Buescher Following in Big Footsteps
When Brian Beuscher was confirmed as Nebraska’s newest U.S. District Court judge, he joined a company of individuals of great integrity and independence going back 151 years.
In fact, Beuscher need look no further back than to the judge he replaced for a model of wisdom and courage. Judge Laurie Smith Camp, who took senior status and opened the way for the latest judge to be named, was the first female Nebraska federal judge following a career of dedicated public service.
Beuscher is almost the same age as the late Judge Warren Urbom when he was appointed to the bench by President Nixon in 1970 and proved himself to be a symbol of fairness and hard work through some 44 years of service.
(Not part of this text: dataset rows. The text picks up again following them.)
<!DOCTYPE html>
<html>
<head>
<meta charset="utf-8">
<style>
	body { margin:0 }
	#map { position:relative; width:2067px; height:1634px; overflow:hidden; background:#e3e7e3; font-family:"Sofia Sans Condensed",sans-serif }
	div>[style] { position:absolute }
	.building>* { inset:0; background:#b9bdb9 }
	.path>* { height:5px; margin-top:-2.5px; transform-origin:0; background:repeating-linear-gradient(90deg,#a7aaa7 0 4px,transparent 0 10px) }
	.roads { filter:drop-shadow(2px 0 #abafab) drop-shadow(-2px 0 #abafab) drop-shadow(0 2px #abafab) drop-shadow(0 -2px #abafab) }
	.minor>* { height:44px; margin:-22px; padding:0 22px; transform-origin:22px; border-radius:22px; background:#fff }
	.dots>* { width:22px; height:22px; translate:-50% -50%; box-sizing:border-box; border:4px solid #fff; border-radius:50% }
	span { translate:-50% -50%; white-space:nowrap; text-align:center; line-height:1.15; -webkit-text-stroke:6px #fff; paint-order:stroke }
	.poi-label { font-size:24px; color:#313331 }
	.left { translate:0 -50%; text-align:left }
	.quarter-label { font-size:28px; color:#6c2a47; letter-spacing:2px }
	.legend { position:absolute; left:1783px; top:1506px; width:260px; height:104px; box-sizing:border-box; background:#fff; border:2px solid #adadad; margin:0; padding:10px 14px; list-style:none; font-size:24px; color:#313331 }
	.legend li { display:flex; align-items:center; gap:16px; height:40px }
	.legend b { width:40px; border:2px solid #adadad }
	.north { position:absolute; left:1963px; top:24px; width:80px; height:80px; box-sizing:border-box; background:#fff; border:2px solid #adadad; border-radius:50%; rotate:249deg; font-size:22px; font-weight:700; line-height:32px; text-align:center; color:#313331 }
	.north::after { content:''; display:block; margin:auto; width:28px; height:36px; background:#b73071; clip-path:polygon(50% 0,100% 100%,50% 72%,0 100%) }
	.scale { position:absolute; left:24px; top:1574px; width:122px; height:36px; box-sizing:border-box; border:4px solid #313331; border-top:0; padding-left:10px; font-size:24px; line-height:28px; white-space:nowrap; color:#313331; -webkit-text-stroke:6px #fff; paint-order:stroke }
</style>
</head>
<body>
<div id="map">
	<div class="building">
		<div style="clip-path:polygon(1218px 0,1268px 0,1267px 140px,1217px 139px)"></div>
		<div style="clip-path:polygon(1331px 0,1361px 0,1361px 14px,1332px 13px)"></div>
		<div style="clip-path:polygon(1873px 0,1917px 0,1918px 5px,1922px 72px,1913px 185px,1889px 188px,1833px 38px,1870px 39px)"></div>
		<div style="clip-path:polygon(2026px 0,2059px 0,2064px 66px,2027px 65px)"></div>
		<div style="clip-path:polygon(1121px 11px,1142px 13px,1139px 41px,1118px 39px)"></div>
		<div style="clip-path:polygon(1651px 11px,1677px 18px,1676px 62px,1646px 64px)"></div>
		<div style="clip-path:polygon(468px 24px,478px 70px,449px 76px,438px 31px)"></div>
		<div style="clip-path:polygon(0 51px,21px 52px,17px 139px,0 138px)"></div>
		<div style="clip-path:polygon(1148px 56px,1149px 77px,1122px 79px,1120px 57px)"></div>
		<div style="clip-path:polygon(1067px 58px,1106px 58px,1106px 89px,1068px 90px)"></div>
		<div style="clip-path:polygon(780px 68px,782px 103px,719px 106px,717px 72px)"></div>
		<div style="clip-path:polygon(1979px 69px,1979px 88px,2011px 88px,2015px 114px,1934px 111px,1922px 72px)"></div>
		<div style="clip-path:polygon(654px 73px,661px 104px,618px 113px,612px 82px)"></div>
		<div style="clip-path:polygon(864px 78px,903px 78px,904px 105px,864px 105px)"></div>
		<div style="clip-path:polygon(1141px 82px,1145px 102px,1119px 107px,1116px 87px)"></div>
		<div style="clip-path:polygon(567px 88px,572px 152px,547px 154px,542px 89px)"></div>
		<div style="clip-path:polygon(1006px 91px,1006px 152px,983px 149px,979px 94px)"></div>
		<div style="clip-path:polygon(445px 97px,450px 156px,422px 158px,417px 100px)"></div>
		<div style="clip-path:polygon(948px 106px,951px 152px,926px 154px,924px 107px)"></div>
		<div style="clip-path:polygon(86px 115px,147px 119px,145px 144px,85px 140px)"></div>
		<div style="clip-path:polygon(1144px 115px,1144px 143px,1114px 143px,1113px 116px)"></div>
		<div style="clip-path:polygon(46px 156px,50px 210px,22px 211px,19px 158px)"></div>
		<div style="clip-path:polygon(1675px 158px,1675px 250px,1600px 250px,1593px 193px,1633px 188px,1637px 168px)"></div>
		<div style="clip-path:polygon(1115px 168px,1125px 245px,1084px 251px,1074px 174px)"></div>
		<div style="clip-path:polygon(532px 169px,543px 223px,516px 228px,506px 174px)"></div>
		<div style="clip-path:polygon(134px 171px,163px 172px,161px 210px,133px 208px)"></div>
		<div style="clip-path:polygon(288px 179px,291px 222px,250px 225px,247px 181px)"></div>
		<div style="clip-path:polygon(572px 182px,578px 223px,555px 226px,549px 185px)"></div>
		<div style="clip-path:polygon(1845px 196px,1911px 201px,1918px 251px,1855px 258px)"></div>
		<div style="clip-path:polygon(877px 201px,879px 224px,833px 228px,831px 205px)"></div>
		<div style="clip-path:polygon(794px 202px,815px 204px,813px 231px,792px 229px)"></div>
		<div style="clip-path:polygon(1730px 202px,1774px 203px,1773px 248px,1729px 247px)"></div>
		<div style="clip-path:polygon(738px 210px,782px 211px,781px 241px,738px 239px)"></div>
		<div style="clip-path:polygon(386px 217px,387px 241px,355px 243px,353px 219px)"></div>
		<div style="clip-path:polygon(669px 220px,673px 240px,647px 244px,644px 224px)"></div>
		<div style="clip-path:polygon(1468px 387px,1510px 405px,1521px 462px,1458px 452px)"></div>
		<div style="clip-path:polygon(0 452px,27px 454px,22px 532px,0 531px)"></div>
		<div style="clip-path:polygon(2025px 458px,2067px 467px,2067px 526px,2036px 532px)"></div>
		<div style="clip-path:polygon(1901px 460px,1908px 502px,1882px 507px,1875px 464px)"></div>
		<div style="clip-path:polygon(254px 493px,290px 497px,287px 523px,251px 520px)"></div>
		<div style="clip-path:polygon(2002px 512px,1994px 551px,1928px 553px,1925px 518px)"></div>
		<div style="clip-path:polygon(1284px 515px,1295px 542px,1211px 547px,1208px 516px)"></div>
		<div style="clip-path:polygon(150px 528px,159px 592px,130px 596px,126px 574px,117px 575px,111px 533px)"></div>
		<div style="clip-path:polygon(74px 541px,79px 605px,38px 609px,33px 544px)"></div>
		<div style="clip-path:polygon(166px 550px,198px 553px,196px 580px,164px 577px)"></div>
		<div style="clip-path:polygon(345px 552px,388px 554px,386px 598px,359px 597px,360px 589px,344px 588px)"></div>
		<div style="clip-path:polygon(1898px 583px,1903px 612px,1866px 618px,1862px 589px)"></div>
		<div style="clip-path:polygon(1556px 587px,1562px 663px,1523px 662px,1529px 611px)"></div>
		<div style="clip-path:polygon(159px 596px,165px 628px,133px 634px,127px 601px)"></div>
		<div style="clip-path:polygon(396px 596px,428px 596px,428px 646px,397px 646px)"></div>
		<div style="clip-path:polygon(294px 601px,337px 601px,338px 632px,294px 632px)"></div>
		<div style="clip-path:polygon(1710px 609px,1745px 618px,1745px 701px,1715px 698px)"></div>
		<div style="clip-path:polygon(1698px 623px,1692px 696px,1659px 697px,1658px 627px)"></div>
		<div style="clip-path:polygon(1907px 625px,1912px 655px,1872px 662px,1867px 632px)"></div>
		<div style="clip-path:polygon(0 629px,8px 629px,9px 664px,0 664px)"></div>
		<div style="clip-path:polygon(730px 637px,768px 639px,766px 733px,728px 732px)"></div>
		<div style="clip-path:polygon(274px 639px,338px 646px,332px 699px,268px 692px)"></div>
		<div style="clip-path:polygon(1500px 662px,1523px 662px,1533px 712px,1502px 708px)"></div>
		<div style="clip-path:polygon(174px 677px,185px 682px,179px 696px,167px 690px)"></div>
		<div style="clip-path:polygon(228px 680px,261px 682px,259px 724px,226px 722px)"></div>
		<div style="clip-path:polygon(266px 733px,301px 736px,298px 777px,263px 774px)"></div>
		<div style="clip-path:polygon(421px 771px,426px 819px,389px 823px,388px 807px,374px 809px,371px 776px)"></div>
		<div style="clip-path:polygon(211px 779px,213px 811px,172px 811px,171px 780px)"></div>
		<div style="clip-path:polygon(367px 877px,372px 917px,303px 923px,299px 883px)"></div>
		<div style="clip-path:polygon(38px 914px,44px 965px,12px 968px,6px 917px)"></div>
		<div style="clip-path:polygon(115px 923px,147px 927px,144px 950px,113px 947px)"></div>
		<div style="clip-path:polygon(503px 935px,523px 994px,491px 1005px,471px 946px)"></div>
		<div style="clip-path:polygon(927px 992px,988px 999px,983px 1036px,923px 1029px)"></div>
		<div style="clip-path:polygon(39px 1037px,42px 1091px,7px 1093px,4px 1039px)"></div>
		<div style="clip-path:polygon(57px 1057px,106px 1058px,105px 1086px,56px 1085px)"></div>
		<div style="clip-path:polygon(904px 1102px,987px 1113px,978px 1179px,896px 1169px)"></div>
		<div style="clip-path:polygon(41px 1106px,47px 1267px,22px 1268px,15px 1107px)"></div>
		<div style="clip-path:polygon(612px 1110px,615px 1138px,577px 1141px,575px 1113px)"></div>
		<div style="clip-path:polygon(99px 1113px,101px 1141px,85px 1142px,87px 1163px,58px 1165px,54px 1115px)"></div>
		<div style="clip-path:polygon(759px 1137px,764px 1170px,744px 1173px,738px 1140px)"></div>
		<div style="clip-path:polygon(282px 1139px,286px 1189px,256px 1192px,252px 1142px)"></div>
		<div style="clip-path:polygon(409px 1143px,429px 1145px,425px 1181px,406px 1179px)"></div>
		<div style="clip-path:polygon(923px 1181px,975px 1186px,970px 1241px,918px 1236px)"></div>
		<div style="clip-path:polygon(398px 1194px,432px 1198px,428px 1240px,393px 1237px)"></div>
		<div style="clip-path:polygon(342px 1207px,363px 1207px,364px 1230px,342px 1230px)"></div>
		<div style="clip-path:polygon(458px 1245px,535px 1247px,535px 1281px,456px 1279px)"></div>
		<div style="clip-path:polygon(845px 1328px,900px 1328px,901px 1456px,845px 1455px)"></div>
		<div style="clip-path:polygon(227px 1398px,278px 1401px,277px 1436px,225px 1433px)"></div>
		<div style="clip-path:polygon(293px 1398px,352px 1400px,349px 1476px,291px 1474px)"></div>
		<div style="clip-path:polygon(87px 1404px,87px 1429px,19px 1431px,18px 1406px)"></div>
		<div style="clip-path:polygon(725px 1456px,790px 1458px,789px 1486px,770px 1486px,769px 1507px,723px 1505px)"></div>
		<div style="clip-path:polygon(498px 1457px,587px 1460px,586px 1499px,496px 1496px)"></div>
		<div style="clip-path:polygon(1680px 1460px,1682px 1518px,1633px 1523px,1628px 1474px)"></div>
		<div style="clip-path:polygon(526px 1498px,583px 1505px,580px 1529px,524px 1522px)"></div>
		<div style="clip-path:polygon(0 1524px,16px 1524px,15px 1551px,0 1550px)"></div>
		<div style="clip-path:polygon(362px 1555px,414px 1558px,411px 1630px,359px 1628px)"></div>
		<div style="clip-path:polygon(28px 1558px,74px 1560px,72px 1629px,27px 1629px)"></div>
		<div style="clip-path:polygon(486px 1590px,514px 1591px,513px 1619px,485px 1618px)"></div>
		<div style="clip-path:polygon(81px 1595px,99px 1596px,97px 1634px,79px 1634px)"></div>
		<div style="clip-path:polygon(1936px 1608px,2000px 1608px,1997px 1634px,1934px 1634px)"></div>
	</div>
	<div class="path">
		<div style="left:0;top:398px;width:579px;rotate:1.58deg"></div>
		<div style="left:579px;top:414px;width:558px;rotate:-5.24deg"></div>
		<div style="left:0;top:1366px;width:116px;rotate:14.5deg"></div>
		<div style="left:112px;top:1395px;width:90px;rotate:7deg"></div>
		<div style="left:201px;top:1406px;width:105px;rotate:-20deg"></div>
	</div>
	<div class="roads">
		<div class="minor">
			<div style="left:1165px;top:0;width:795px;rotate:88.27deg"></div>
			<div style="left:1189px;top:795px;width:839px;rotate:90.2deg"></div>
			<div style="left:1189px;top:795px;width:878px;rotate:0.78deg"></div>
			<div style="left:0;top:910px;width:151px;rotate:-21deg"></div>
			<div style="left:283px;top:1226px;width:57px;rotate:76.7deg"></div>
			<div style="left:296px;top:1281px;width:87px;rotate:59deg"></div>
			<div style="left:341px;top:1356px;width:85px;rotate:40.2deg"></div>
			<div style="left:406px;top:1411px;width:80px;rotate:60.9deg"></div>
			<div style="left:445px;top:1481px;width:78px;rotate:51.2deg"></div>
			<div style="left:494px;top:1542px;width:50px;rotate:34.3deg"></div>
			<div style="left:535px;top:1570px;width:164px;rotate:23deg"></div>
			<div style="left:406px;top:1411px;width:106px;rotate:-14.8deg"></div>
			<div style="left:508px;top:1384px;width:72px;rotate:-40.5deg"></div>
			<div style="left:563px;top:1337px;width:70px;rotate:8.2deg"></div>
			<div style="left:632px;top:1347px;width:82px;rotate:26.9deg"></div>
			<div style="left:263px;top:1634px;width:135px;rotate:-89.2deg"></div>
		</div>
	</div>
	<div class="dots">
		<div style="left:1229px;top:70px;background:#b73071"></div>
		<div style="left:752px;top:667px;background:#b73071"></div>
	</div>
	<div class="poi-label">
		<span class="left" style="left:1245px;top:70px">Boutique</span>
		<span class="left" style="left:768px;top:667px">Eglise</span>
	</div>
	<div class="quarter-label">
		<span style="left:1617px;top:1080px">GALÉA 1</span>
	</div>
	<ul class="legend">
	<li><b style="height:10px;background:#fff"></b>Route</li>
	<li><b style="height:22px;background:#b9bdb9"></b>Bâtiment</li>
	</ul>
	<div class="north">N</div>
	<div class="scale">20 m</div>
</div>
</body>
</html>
The new jurist, a graduate of UNL and of Georgetown Law School, is the first trial court judge on the federal bench in Nebraska appointed by President Trump. Trump, at the August break of his third year in office, has had 99 district judges confirmed. That compares with 74 at the same time for President Obama, 117 for President George W. Bush and 138 for President Clinton. (See, Russell Wheeler, Brookings, Aug. 8, 2019.)
Having resigned from practice, I hope I can say without seeming to sound obsequious, Beuscher can look upon giants, such as John Delehant, Robert Van Pelt, and Lyle Strom (and, others of course,) as examples of great probity and fairness, who gave up any ideology and politics to be Solomonic.
He may be on the bench for decades and serve the nation as did the legendary Joseph Woodrough, who sat both on the district and Eighth Circuit courts for longer than any federal judge, 61 years and 186 days!
I was visiting in front of the old courthouse with a distinguished barrister in the early 70s when Judge Woodrough came by and, after he left, the lawyer asked me to guess who had appointed him. I foolishly guessed, “Truman.” “No,” my friend said, “Woodrow Wilson!”
May you have as long and rich career as he, Judge Buescher!